Wonen in een buurt met veel luchtvervuiling is niet gezond. Dat wetenschappers nu een link vinden met autisme bij jonge kinderen, hoeft dan ook niet te verbazen.
Canadese wetenschappers hebben bijna 130.000 kinderen onderzocht die in de westelijke stad Vancouver (en omstreken) werden geboren tussen 2004 en 2009. Elk van de kinderen werd gedurende zijn of haar eerste vijf levensjaren nauwgezet opgevolgd. In dezelfde periode analyseerden de onderzoekers de concentratie van stoffen zoals stikstof(di)oxide (NO en NO2) en fijnstof – polluenten uitgestoten door verkeer – in de leef van de moeders tijdens hun zwangerschap.

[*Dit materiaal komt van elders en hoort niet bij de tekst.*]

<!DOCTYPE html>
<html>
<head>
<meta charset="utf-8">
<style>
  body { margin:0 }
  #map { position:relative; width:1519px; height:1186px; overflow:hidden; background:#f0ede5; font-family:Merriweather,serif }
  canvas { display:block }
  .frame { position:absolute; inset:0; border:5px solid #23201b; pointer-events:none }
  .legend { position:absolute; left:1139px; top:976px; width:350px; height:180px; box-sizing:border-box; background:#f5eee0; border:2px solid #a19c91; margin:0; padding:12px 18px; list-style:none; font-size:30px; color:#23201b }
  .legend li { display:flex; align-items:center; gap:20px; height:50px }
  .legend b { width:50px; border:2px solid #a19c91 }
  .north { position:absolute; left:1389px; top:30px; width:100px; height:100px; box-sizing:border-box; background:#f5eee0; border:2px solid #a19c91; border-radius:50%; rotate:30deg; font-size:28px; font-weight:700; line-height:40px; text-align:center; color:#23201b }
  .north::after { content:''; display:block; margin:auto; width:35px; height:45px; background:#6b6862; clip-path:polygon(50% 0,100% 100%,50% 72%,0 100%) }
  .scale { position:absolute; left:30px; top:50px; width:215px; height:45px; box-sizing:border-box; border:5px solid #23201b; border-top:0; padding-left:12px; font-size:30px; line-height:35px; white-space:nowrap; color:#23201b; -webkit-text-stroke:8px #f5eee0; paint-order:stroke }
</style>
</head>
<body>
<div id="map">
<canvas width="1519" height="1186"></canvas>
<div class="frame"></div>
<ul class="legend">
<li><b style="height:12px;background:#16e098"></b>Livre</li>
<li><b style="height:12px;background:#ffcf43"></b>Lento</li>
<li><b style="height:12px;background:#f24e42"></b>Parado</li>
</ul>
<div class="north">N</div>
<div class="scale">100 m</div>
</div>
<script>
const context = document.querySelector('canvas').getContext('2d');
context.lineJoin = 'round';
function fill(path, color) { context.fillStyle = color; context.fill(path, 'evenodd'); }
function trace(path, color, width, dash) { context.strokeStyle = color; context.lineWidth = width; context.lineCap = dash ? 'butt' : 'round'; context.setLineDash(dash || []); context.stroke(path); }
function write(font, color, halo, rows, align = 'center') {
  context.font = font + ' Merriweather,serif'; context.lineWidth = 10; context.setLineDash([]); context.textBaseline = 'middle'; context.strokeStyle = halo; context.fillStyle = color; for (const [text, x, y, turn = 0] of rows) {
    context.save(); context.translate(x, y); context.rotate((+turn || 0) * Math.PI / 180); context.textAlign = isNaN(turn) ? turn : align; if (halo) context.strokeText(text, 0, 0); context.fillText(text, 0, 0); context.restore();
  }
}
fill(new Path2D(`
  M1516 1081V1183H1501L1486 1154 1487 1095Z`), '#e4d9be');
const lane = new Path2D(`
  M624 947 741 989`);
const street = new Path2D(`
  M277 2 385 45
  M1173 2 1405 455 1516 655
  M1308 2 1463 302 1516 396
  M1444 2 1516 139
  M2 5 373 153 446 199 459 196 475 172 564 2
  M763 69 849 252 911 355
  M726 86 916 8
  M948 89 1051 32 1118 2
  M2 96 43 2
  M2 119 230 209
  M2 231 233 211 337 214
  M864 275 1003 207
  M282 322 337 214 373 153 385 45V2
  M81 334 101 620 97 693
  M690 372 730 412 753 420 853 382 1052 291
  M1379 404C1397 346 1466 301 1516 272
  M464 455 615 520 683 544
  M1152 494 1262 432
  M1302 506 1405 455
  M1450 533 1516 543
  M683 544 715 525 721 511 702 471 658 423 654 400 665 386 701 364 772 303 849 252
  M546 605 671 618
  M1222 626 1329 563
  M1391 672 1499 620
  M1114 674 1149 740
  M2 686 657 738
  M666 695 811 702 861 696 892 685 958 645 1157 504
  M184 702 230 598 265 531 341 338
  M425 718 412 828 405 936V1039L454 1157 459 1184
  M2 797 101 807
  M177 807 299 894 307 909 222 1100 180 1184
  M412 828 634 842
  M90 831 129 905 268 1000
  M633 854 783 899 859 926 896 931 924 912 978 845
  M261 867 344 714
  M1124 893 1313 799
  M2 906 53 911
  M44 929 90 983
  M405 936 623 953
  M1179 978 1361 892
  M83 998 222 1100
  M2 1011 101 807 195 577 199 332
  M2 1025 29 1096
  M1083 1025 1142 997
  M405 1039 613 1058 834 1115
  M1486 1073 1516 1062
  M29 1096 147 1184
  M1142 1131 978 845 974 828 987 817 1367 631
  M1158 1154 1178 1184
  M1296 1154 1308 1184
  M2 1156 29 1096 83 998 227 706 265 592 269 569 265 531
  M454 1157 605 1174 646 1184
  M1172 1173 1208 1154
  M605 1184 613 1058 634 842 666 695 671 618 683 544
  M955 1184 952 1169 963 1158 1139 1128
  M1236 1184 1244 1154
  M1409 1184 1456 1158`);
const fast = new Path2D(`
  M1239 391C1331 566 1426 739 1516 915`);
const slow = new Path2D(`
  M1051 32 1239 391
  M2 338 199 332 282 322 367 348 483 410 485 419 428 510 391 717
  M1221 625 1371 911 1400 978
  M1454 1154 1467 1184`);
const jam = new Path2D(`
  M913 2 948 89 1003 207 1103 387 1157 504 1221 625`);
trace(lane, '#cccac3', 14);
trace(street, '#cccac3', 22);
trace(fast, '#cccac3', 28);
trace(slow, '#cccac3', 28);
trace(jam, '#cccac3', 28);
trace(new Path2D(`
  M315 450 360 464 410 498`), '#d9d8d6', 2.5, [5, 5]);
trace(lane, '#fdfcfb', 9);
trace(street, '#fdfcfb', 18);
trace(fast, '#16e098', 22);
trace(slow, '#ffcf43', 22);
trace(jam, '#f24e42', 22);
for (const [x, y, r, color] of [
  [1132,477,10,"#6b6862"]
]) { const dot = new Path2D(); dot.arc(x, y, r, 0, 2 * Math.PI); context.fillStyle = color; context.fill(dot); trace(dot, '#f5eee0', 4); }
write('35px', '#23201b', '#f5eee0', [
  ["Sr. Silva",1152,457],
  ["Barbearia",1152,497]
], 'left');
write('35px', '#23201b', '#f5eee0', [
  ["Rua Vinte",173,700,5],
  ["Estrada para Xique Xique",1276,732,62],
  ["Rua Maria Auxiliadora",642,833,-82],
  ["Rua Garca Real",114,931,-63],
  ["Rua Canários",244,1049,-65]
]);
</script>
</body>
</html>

Uiteindelijk bleek een procent van alle onderzochte kinderen vóór de leeftijd van 5 jaar een stoornis te ontwikkelen die thuishoort in het autismespectrum. Dat is trouwens betrekkelijk veel, zo kwam een studie in Vlaanderen bij kleuters enkele jaren geleden bijvoorbeeld uit op 0,6 procent met een autismespectrumstoornis.
De Canadezen troffen bovendien een correlatie aan tussen de luchtverontreiniging in de leefomgeving van de moeders, en het optreden van autisme bij hun kinderen. Die blijkt statistisch significant, maar weliswaar zeer klein. Zo bleek een kind geboren in omgeving met zware verontreiniging (bijvoorbeeld langs een drukke weg) tussen 1,04 en 1,07 procent kans te hebben op autisme. Voor stikstofoxide vonden de wetenschappers de sterkste correlatie terug. Voor die polluent is de kans op autisme dus 7 procent groter. Dat lijkt op het eerste gezicht niet niks, maar omdat het sowieso om kleine risico’s gaat, heeft die verhoging weinig te betekenen.
In eerdere grootschalige studies uit Europa werd de link tussen autisme en luchtvervuiling trouwens niet teruggevonden. Dat toont aan dat de aandoening een brede waaier aan oorzaken heeft, die zowel genetisch zijn als omgevingsgerelateerd.